Promosi atas film Indonesia dapat semakin berkembang dengan bantuan dari pemerintah. Pemerintah melalui Kementerian Pariwisata dan Ekonomi Kreatif/Badan Pariwisata dan Ekonomi Kreatif (Kemenparekraf/Baparekraf) menggelontorkan dana sebesar Rp75 miliar untuk promosi dan produksi film dalam bentuk Program Pemulihan Ekonomi Nasional (PEN) sebagai komitmen untuk mendorong perkembangan industri film Indonesia (Kemenparekraf, 2021). Selain itu, pada tahun 2023 pemerintah juga memberikan pendanaan pembuatan empat buah film sebesar 50 Miliar Rupiah. Namun, pemerintah juga seharusnya dapat membantu perkembangan industri film Indonesia dalam bentuk promosi seperti yang telah dilakukan oleh negara-negara seperti Korea Selatan dan Jerman yang memanfaatkan kedutaan mereka untuk menayangkan film-film menarik yang dapat menarik perhatian masyarakat Global atas Industri Film negara tersebut.
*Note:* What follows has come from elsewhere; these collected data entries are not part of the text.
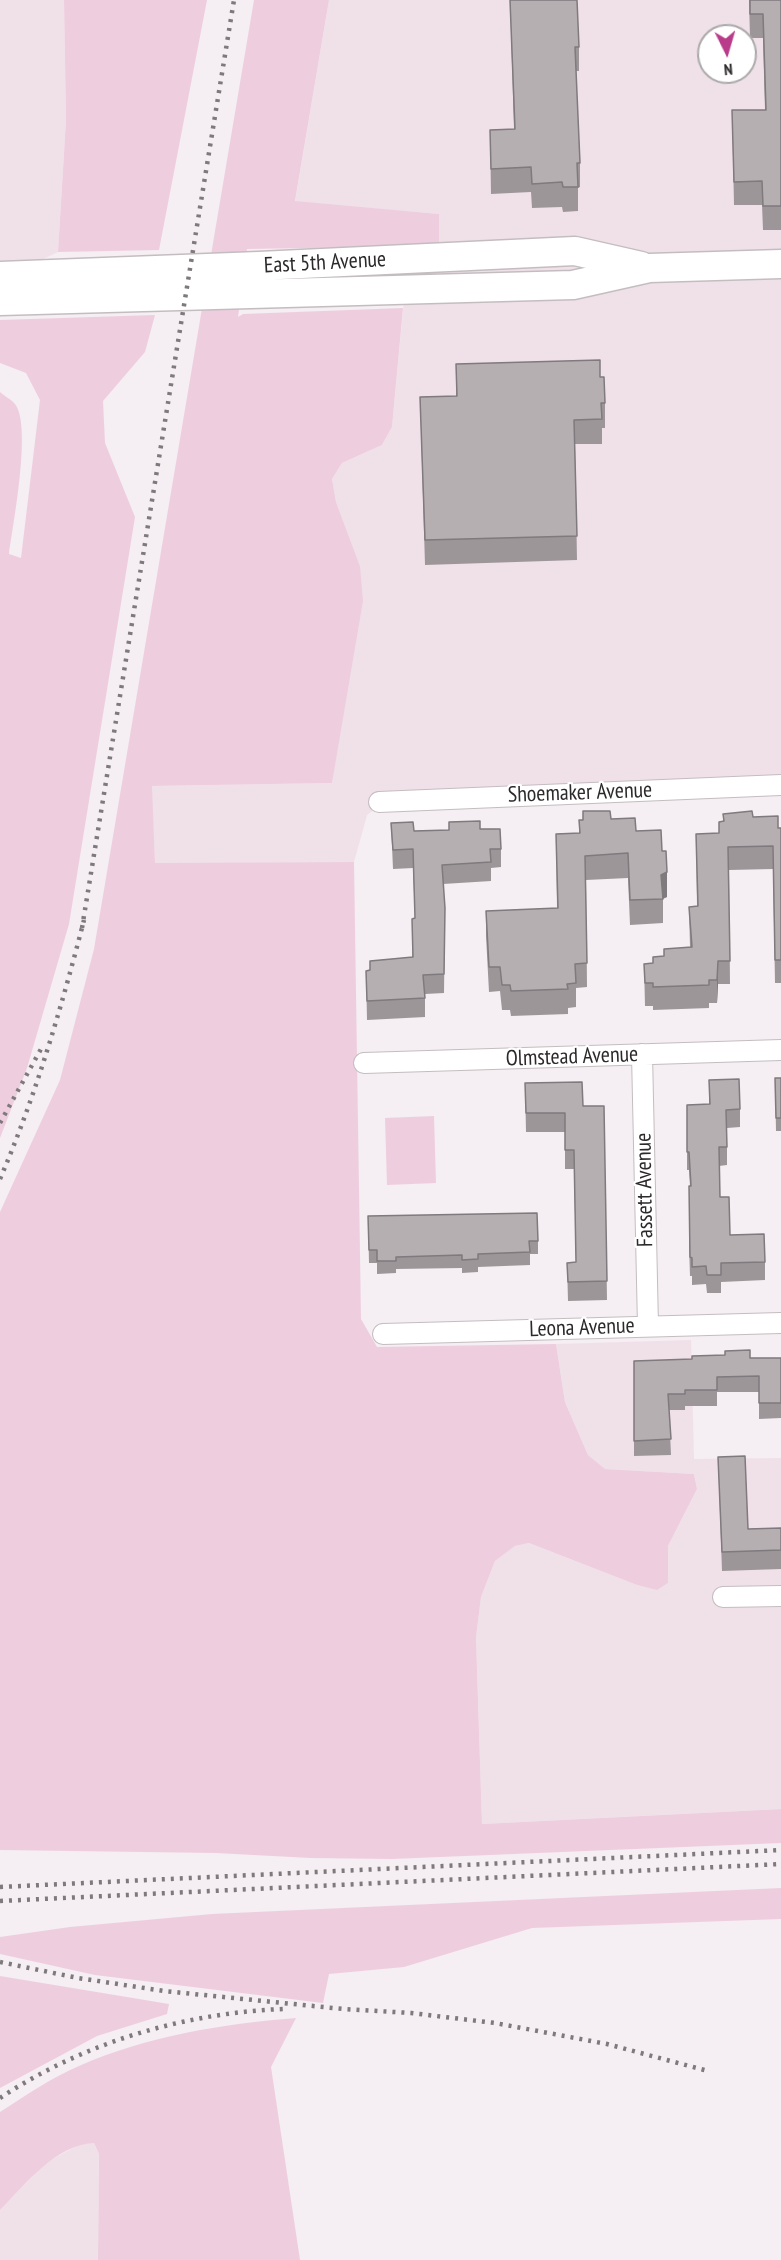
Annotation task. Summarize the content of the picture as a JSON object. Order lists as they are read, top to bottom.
{
  "streets": {
    "main road": ["East 5th Avenue"],
    "street": [
      "Shoemaker Avenue",
      "Olmstead Avenue",
      "Fassett Avenue",
      "Leona Avenue"
    ]
  },
  "crossings": [
    ["Olmstead Avenue", "Fassett Avenue"],
    ["Fassett Avenue", "Leona Avenue"]
  ],
  "north": "bottom"
}
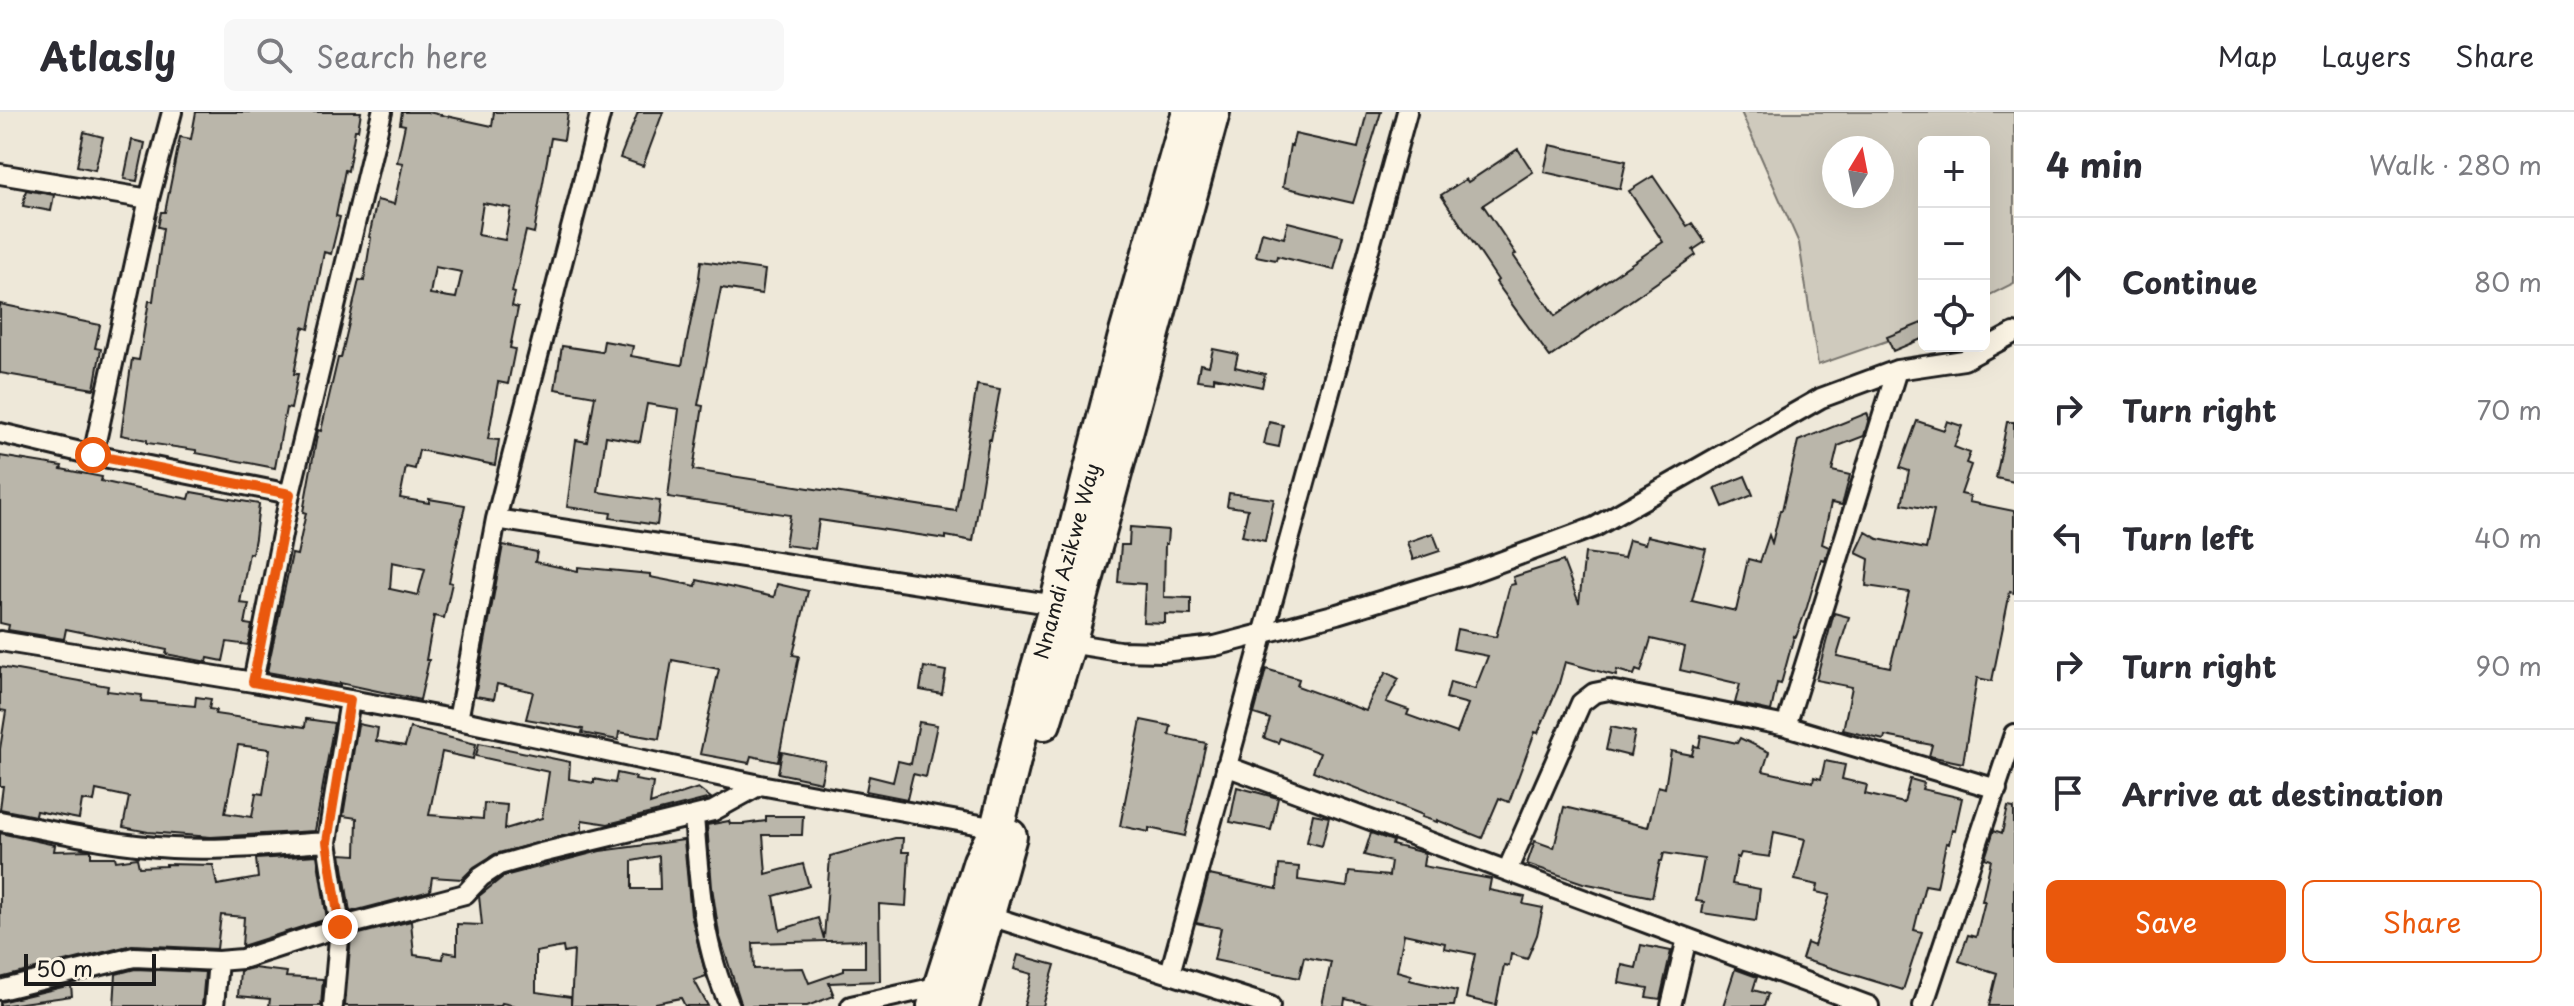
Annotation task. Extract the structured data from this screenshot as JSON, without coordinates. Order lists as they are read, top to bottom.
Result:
{
  "streets": {
    "highway": ["Nnamdi Azikwe Way"]
  },
  "scale_bar": "50 m",
  "north": "top",
  "page": {
    "header": "Atlasly",
    "search": "Search here",
    "nav": ["Map", "Layers", "Share"],
    "heading": ["4 min", "Walk · 280 m"],
    "map_buttons": ["+", "−"],
    "list": [
      ["Continue", "80 m"],
      ["Turn right", "70 m"],
      ["Turn left", "40 m"],
      ["Turn right", "90 m"],
      "Arrive at destination"
    ],
    "buttons": ["Save", "Share"],
    "scale": "50 m"
  }
}
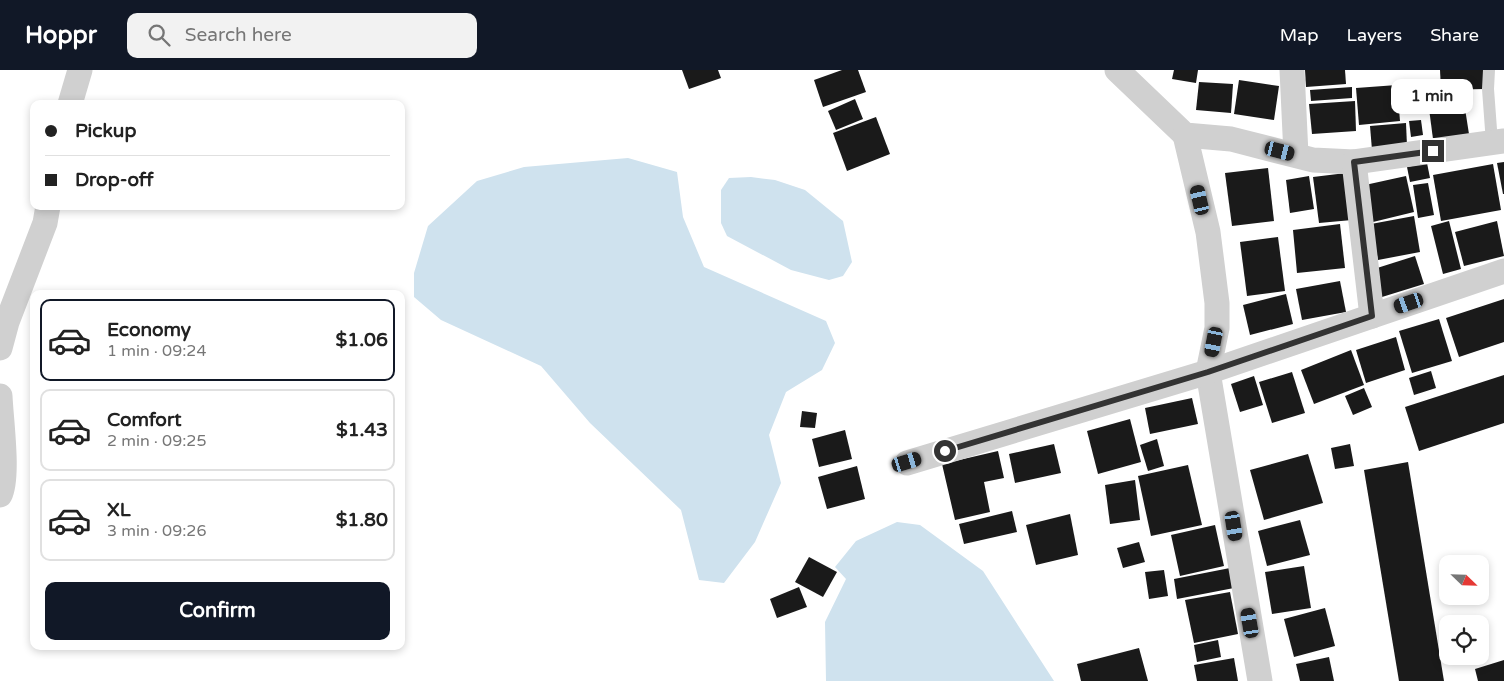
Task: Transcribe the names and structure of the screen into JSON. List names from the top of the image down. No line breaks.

Terakhir, pemerintah juga perlu meningkatkan kerjasama bisnis film di tingkat global, khususnya dengan negara-negara di wilayah Asia yang memiliki kedekatan geografis dan budaya. Sebagai salah satu negara dengan penduduk sebesar 60%, masa depan film Indonesia memiliki peluang positif untuk bisa diterima di pasar film Asia. Intervensi pemerintah dalam membangun film nasional harus mulai berfokus pada tahap pra produksi, yaitu pendistribusian film di luar pasar nasional. Jika hanya memberikan insentif di tahap produksi, perfilman nasional akan tetap berada di titik stagnan, pemerintah harus paham betul bahwa pendistribusian film di ranah global dapat menjadi soft power Indonesia di kancah Asia maupun Internasional.